Answer with a single number: the count of lines below that hold "road".

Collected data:
───
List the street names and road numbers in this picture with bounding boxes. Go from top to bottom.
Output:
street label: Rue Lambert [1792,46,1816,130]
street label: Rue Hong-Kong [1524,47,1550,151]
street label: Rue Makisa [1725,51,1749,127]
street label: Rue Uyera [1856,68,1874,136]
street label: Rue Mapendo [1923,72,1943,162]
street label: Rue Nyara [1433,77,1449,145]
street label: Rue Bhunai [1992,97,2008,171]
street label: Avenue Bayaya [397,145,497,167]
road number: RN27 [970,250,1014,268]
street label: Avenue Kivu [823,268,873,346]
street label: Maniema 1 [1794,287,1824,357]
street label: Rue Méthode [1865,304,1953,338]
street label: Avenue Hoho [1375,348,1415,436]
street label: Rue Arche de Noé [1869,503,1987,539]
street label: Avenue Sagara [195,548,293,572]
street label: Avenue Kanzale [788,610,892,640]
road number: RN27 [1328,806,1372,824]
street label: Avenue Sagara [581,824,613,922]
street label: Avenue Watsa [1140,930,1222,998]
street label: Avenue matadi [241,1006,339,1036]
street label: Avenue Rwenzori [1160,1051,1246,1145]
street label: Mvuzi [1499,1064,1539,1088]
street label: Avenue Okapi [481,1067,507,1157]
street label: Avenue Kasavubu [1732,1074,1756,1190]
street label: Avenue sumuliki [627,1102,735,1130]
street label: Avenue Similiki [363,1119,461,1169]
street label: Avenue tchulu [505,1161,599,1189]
───
> _Response_
3